Waiting with baited breath…12/15/2015 By: Angela Bender
December is historically a robust month in the Equity markets as measured by the S&P 500. This period of time has even given birth to the famed nickname the “Santa Clause” rally.
This year, along with the strange El Nino Weather pattern in the Northeast, we are left to wonder is Santa Clause indeed going to come to town. Today though is the beginning of the two day Federal Reserve Meeting that ends on December 16th, with a press conference to follow. Market participants now widely anticipate that the Fed will begin liftoff of interest rates from the zero bound policy. While this .25% (expected) interest rate move has been priced into markets for some time, the key question left unanswered and so feared by the market, is what will be the continued tightening policy schedule? And in that void of expectations is where I believe lives the greatest risk to the markets. Sentiment for the Equity market has turned slightly negative in December. But the market has clawed to stay above 2000 on the S&P, that level marks a significant line of resistance between the bears and the bulls. The one thing we can know for sure is that uncertainty in markets causes’ volatility.

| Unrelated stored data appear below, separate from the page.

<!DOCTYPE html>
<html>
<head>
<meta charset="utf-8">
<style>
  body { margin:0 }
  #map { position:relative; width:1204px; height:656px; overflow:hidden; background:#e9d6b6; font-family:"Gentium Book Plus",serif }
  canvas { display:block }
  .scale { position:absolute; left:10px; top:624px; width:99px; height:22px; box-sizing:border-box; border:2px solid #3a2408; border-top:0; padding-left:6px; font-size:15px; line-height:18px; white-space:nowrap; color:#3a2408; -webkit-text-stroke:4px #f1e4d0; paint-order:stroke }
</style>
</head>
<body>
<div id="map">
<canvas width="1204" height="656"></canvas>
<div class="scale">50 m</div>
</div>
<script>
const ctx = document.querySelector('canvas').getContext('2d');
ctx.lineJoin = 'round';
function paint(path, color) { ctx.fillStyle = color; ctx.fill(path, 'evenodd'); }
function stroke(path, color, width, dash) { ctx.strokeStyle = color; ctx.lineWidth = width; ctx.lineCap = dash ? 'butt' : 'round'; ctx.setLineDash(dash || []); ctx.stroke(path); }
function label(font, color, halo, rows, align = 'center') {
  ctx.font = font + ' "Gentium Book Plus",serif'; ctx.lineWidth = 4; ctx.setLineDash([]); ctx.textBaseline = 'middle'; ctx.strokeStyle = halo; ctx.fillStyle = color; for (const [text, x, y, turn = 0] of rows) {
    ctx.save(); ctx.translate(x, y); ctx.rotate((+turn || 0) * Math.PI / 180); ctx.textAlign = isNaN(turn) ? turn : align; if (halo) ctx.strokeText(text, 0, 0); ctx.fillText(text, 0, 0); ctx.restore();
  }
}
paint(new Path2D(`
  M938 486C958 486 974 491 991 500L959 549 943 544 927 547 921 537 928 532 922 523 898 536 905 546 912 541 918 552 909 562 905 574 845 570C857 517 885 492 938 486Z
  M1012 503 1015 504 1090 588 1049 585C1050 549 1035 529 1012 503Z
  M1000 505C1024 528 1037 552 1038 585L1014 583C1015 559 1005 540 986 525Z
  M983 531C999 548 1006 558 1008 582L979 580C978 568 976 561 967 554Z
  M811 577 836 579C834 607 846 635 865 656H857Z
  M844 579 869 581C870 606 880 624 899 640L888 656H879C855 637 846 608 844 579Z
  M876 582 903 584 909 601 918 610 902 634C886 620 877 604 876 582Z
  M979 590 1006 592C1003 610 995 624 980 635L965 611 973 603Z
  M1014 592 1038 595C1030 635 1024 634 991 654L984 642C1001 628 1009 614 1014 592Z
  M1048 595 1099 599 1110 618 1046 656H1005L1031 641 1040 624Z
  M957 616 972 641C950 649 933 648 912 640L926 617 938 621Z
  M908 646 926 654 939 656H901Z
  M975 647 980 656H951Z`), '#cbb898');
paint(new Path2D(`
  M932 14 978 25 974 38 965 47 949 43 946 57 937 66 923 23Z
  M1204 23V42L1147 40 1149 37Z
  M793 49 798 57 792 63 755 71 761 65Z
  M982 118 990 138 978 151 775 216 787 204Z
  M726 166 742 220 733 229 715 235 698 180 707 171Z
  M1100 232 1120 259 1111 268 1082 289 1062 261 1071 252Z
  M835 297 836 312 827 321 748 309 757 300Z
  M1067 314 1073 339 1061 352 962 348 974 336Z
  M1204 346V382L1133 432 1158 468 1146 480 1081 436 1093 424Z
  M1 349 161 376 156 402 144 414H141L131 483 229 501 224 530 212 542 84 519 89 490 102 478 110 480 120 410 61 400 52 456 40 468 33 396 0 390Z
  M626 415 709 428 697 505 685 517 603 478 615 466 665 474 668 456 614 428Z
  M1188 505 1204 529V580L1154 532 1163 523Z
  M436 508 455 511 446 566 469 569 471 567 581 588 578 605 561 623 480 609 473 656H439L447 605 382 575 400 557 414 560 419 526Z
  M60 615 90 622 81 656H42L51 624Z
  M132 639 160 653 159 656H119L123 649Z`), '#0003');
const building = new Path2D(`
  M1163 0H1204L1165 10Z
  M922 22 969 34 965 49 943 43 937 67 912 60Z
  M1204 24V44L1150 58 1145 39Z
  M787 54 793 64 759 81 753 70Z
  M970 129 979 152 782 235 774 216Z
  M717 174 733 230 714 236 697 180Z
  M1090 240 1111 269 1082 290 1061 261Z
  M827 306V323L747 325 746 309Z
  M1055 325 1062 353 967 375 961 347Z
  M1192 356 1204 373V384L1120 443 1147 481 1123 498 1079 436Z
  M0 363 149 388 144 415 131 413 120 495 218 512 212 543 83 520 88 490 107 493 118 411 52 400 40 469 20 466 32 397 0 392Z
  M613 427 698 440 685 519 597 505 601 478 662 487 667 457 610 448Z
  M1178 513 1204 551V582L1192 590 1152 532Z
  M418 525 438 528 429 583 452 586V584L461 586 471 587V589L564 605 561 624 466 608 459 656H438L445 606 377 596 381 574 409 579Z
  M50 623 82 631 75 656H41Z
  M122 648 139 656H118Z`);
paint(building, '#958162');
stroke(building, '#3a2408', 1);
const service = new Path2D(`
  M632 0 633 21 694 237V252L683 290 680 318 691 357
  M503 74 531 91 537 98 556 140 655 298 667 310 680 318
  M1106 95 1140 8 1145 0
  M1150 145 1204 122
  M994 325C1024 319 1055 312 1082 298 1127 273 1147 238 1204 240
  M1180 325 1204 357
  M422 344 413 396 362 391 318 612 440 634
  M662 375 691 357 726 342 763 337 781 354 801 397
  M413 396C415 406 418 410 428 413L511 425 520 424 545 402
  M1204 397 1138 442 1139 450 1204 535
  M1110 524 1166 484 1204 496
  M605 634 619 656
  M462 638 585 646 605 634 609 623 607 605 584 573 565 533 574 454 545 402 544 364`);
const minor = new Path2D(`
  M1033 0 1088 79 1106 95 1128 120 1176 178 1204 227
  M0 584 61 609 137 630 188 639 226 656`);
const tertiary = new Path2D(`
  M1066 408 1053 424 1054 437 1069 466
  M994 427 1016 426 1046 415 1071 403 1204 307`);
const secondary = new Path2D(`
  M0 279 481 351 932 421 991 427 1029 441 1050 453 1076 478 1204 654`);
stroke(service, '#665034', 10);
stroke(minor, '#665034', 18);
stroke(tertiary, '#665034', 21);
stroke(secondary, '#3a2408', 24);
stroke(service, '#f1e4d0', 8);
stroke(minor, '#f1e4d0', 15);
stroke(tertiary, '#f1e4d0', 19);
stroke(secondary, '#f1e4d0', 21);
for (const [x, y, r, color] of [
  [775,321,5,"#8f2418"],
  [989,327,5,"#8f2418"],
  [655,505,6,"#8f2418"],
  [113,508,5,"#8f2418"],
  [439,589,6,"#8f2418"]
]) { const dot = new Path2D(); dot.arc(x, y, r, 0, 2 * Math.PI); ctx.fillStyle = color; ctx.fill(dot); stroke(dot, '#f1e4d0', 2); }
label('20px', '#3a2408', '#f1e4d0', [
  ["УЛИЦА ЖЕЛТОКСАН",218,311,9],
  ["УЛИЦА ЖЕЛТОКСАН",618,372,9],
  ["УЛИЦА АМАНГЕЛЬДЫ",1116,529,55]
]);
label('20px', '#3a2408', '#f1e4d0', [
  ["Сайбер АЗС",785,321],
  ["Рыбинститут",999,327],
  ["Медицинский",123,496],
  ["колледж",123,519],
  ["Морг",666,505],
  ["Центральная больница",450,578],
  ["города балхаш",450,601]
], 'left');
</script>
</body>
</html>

And volatility in markets makes it very difficult to make money! Since the beginning of December we have only had 4 up days in the S&P 500.
To help clients manage this period of time we have raised cash levels in our portfolios to protect capital and we continue to monitor for opportunities to deploy capital. To be good at any skill it takes practice and patience. I have learned through many years of investing that you cannot rush the decisions. You have to wait for the market to develop its belief of forward earning expectations, and then it will lead you on how your capital should be positioned. As we get started on Fed watch, and the volatility that will surround this event, I caution you to wait for the market to give you guidance. With that as our guide, it is very likely we will be on the right side and correctly positioned.